Des producteurs qui ont par ailleurs vu la rémunération que leur propose Le Panier Provençal augmenter au fil des années. « En 2020, on leur achetait leurs tomates pour 78 euros la tonne. En 2021, nous sommes passés à 92 euros. En 2022 à 105 euros et en 2023, ce sera 140 euros ». Car plus l'entreprise produit, plus elle réalise des économies d'échelle qui lui permettent de mieux rémunérer ses fournisseurs, et donc d'inciter ceux-ci à lui vendre plus de tomates... renforçant un cercle vertueux qui bénéficie à la fois à l'entreprise et aux producteurs.
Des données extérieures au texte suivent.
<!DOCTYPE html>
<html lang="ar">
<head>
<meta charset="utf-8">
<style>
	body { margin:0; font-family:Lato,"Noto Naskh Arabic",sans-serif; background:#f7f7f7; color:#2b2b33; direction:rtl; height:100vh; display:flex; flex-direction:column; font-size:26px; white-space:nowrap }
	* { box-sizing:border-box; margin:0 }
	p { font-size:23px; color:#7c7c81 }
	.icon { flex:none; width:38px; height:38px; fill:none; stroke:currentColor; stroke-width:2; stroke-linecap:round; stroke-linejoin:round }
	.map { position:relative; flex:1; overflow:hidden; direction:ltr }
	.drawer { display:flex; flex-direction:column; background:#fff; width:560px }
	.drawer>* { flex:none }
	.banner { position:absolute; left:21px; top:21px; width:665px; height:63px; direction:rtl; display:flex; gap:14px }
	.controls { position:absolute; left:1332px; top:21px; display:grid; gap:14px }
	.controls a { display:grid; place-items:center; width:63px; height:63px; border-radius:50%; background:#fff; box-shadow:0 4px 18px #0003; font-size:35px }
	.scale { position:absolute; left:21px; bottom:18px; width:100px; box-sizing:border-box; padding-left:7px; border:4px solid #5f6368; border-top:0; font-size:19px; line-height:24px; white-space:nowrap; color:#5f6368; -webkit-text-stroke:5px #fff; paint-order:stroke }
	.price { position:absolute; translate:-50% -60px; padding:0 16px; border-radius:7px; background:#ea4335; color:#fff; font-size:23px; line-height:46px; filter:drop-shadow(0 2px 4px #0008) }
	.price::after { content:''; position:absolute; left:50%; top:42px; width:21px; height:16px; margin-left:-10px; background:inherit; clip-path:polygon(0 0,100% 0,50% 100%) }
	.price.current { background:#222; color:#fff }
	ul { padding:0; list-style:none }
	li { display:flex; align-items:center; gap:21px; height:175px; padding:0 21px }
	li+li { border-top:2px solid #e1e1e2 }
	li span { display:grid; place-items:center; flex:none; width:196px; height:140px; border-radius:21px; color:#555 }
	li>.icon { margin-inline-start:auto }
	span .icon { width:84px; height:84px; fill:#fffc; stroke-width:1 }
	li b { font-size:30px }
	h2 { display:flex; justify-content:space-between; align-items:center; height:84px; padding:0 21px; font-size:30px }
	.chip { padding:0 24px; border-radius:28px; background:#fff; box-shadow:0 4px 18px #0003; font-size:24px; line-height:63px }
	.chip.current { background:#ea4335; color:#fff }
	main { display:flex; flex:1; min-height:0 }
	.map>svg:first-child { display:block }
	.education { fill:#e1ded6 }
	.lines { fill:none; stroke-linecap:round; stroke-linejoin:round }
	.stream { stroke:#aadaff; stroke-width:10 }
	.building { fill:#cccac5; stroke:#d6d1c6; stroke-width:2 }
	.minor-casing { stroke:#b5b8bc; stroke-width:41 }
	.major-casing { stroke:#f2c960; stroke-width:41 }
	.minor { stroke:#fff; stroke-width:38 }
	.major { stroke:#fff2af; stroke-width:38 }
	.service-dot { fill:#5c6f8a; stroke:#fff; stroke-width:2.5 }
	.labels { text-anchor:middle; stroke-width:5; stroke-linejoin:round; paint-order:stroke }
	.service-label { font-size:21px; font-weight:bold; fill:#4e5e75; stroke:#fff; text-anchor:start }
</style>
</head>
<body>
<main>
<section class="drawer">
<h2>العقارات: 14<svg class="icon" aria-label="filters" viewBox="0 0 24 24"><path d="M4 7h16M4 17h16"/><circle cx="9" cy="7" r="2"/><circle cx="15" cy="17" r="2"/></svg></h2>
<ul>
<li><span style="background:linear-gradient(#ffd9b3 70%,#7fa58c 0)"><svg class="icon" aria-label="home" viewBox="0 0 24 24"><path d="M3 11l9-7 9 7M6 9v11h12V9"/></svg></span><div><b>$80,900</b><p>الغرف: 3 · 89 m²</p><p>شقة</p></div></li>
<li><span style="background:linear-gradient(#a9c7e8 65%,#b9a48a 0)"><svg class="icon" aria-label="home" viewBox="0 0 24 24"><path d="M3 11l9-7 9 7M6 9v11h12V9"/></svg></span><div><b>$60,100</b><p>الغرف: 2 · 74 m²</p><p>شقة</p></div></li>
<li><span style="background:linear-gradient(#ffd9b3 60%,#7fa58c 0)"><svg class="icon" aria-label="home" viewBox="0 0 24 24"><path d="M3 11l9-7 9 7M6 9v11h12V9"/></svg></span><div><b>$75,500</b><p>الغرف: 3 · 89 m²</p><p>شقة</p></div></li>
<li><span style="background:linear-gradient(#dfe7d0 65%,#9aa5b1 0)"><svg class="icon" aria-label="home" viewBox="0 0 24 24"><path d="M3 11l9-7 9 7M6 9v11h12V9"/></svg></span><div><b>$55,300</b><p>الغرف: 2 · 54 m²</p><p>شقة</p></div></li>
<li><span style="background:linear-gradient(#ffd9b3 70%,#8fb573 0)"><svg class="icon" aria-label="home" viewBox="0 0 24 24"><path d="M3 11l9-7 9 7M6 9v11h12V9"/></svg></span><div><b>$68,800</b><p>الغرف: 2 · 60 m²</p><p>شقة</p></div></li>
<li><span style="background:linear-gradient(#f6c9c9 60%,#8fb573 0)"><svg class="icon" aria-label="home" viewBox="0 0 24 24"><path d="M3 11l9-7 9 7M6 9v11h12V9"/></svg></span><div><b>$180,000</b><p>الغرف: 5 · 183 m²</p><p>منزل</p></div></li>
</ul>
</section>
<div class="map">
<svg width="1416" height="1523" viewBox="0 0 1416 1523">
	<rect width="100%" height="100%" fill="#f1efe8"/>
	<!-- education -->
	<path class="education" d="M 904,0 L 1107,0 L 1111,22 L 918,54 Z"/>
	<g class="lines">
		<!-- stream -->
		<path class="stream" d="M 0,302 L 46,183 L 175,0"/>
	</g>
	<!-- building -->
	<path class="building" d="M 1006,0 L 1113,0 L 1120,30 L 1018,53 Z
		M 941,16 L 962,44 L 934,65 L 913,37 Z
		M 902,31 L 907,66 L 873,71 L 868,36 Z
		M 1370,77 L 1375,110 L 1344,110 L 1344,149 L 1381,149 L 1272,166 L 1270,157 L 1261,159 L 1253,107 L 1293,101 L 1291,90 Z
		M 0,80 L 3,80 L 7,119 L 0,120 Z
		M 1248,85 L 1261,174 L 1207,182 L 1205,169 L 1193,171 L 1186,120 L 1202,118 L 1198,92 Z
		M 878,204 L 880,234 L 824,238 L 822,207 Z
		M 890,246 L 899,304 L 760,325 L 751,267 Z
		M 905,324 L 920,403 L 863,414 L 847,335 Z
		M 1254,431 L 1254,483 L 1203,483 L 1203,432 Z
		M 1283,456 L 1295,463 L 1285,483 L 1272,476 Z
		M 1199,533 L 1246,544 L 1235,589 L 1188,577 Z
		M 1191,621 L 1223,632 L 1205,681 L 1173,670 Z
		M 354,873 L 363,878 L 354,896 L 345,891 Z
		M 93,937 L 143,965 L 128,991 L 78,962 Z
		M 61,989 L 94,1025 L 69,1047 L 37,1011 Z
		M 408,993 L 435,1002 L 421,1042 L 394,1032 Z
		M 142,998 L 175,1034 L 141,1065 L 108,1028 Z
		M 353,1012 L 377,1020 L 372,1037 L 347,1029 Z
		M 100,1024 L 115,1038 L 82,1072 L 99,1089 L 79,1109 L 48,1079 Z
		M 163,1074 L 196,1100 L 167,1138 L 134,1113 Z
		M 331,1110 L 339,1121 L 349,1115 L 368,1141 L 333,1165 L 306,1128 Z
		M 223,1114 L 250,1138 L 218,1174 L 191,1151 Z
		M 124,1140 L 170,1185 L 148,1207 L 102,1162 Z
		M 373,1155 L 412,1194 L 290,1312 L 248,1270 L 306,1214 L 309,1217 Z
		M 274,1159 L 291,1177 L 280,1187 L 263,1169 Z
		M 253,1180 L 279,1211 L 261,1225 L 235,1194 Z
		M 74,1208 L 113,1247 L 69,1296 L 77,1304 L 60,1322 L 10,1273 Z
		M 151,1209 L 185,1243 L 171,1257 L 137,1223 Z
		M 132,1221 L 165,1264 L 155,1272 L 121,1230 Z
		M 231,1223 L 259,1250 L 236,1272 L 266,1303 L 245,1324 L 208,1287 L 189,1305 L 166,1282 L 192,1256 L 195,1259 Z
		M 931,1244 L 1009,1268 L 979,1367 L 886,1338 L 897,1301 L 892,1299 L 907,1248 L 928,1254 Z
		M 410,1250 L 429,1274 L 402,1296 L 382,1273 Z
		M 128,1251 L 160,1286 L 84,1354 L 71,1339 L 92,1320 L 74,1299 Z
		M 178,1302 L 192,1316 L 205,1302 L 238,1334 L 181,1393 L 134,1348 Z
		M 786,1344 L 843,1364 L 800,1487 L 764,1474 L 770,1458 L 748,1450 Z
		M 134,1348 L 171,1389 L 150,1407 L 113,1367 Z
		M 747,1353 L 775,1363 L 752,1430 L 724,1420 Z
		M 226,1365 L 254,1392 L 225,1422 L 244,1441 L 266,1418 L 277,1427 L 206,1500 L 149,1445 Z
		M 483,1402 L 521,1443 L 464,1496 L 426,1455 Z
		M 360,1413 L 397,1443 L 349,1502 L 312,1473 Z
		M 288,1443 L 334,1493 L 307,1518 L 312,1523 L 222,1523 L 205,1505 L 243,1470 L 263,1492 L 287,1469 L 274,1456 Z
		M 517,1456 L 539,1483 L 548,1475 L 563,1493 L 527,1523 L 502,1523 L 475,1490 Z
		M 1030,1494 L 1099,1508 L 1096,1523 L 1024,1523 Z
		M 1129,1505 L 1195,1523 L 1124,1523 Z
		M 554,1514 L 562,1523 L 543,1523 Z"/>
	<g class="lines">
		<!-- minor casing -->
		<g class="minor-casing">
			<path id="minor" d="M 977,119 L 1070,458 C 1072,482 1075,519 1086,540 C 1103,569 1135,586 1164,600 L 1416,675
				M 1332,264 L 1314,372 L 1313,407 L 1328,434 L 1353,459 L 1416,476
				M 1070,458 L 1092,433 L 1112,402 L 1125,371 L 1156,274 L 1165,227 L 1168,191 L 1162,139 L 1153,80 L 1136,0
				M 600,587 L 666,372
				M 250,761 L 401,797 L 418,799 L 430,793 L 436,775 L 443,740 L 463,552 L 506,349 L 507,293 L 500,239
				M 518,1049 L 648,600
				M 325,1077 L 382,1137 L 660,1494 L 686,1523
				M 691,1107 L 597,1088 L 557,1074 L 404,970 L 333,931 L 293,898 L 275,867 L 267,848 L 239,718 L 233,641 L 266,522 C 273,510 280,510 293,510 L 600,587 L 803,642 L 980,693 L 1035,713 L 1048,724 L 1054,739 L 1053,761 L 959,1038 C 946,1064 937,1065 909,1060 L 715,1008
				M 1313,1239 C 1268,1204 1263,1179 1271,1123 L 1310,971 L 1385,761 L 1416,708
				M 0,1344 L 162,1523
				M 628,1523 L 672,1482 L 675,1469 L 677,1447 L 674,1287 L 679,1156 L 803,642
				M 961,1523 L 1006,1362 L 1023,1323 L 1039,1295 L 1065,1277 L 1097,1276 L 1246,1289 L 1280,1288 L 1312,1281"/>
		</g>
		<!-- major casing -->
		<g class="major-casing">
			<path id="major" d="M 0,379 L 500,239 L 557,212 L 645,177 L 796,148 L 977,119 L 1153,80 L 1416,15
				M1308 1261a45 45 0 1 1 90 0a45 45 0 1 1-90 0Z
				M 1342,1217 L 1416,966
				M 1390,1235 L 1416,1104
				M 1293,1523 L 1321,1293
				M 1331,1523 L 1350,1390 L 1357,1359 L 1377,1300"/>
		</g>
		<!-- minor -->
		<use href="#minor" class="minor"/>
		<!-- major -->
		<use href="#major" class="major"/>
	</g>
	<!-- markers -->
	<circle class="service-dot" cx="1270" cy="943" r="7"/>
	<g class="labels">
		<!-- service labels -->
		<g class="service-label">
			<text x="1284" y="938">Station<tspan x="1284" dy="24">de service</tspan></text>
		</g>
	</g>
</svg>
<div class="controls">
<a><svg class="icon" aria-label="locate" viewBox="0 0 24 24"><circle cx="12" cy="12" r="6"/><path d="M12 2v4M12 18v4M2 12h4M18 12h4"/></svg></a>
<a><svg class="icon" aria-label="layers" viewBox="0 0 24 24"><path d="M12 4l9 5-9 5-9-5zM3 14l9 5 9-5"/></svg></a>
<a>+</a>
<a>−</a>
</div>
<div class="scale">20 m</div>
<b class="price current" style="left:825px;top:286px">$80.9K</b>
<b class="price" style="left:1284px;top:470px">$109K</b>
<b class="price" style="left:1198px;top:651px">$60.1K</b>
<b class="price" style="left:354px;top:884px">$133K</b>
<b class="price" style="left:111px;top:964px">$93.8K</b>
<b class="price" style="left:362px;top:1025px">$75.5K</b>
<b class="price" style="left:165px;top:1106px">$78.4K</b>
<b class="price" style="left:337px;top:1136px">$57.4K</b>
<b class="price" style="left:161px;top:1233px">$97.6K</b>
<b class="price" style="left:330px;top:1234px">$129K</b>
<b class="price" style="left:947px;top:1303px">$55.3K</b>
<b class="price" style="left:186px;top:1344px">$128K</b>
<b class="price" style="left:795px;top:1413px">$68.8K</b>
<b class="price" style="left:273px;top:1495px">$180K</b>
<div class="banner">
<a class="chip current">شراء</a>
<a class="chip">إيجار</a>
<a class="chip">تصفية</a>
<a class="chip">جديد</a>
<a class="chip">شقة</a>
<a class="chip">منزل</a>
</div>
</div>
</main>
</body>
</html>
Reste que l'entreprise ne parvient pas encore à utiliser à plein régime son outil de production. « La demande est supérieure à ce que l'on peut offrir. Cette année, nous prévoyons de transformer 85.000 tonnes de tomates mais notre site nous permettrait d'atteindre 100.000 tonnes. Et avec seulement 2 ou 3 millions d'investissements, on pourrait augmenter nos capacités de production de 15 à 20 % ». L'enjeu est surtout de trouver suffisamment de producteurs capables de produire suffisamment de quantités, ce qui n'est pas toujours aisé. « La production de tomates est annuelle. Ce n'est pas comme les arbres fruitiers que l'on plante pour de longues années. Tous les ans, les producteurs se posent la question de savoir s'ils planteront des tomates. L'an dernier par exemple, face à la pénurie d'huile de tournesol, beaucoup ont préféré planter du tournesol ».

Mais l'année 2023 s'annonce plus favorable à la PME. De sorte que celle-ci, qui affichait un chiffre d'affaire de 19,6 millions d'euros en 2022, espère atteindre 24,5 millions d'euros pour son prochain cru dont les plantations commencent tout juste.